··· INFORMATION SHOWN ···

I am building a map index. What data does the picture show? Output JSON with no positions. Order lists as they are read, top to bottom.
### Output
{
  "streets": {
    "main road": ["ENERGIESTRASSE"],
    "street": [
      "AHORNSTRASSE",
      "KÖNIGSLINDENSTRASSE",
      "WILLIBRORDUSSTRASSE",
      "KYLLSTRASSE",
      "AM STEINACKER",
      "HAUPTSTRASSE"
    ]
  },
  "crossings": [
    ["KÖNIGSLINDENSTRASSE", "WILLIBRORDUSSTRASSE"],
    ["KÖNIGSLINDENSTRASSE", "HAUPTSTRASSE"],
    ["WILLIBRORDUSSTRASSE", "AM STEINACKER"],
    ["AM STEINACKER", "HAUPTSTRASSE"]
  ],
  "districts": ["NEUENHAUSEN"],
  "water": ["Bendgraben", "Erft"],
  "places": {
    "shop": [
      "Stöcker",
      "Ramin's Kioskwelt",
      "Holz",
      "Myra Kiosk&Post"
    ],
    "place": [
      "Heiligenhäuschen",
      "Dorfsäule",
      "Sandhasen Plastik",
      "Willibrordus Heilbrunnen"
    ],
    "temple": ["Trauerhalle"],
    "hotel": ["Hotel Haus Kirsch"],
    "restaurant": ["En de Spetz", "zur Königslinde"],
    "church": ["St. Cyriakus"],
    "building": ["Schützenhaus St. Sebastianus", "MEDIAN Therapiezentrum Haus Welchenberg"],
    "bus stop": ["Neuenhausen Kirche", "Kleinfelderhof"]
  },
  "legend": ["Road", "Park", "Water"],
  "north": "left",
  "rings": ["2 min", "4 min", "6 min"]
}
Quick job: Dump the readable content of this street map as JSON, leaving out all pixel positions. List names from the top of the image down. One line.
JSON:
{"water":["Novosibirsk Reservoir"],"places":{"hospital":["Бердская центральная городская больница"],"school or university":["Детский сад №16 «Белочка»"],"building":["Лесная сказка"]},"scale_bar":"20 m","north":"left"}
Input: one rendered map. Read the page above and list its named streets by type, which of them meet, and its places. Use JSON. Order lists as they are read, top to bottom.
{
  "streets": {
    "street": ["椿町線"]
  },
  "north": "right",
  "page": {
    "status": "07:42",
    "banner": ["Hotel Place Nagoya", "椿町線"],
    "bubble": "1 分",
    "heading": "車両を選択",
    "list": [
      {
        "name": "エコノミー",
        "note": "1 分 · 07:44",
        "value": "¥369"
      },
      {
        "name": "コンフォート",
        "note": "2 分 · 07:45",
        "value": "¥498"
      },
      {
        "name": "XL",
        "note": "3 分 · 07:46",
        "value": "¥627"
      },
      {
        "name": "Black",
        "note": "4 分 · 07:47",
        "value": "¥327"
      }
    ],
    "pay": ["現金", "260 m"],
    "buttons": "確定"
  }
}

···

▸ **WHAT IS NEEDED**: Please return the data above in full, without altering a single line.

▸ **TASK RESPONSE**:
I am building a map index. What data does the picture show? Output JSON with no positions. Order lists as they are read, top to bottom.
### Output
{
  "streets": {
    "main road": ["ENERGIESTRASSE"],
    "street": [
      "AHORNSTRASSE",
      "KÖNIGSLINDENSTRASSE",
      "WILLIBRORDUSSTRASSE",
      "KYLLSTRASSE",
      "AM STEINACKER",
      "HAUPTSTRASSE"
    ]
  },
  "crossings": [
    ["KÖNIGSLINDENSTRASSE", "WILLIBRORDUSSTRASSE"],
    ["KÖNIGSLINDENSTRASSE", "HAUPTSTRASSE"],
    ["WILLIBRORDUSSTRASSE", "AM STEINACKER"],
    ["AM STEINACKER", "HAUPTSTRASSE"]
  ],
  "districts": ["NEUENHAUSEN"],
  "water": ["Bendgraben", "Erft"],
  "places": {
    "shop": [
      "Stöcker",
      "Ramin's Kioskwelt",
      "Holz",
      "Myra Kiosk&Post"
    ],
    "place": [
      "Heiligenhäuschen",
      "Dorfsäule",
      "Sandhasen Plastik",
      "Willibrordus Heilbrunnen"
    ],
    "temple": ["Trauerhalle"],
    "hotel": ["Hotel Haus Kirsch"],
    "restaurant": ["En de Spetz", "zur Königslinde"],
    "church": ["St. Cyriakus"],
    "building": ["Schützenhaus St. Sebastianus", "MEDIAN Therapiezentrum Haus Welchenberg"],
    "bus stop": ["Neuenhausen Kirche", "Kleinfelderhof"]
  },
  "legend": ["Road", "Park", "Water"],
  "north": "left",
  "rings": ["2 min", "4 min", "6 min"]
}
Quick job: Dump the readable content of this street map as JSON, leaving out all pixel positions. List names from the top of the image down. One line.
JSON:
{"water":["Novosibirsk Reservoir"],"places":{"hospital":["Бердская центральная городская больница"],"school or university":["Детский сад №16 «Белочка»"],"building":["Лесная сказка"]},"scale_bar":"20 m","north":"left"}
Input: one rendered map. Read the page above and list its named streets by type, which of them meet, and its places. Use JSON. Order lists as they are read, top to bottom.
{
  "streets": {
    "street": ["椿町線"]
  },
  "north": "right",
  "page": {
    "status": "07:42",
    "banner": ["Hotel Place Nagoya", "椿町線"],
    "bubble": "1 分",
    "heading": "車両を選択",
    "list": [
      {
        "name": "エコノミー",
        "note": "1 分 · 07:44",
        "value": "¥369"
      },
      {
        "name": "コンフォート",
        "note": "2 分 · 07:45",
        "value": "¥498"
      },
      {
        "name": "XL",
        "note": "3 分 · 07:46",
        "value": "¥627"
      },
      {
        "name": "Black",
        "note": "4 分 · 07:47",
        "value": "¥327"
      }
    ],
    "pay": ["現金", "260 m"],
    "buttons": "確定"
  }
}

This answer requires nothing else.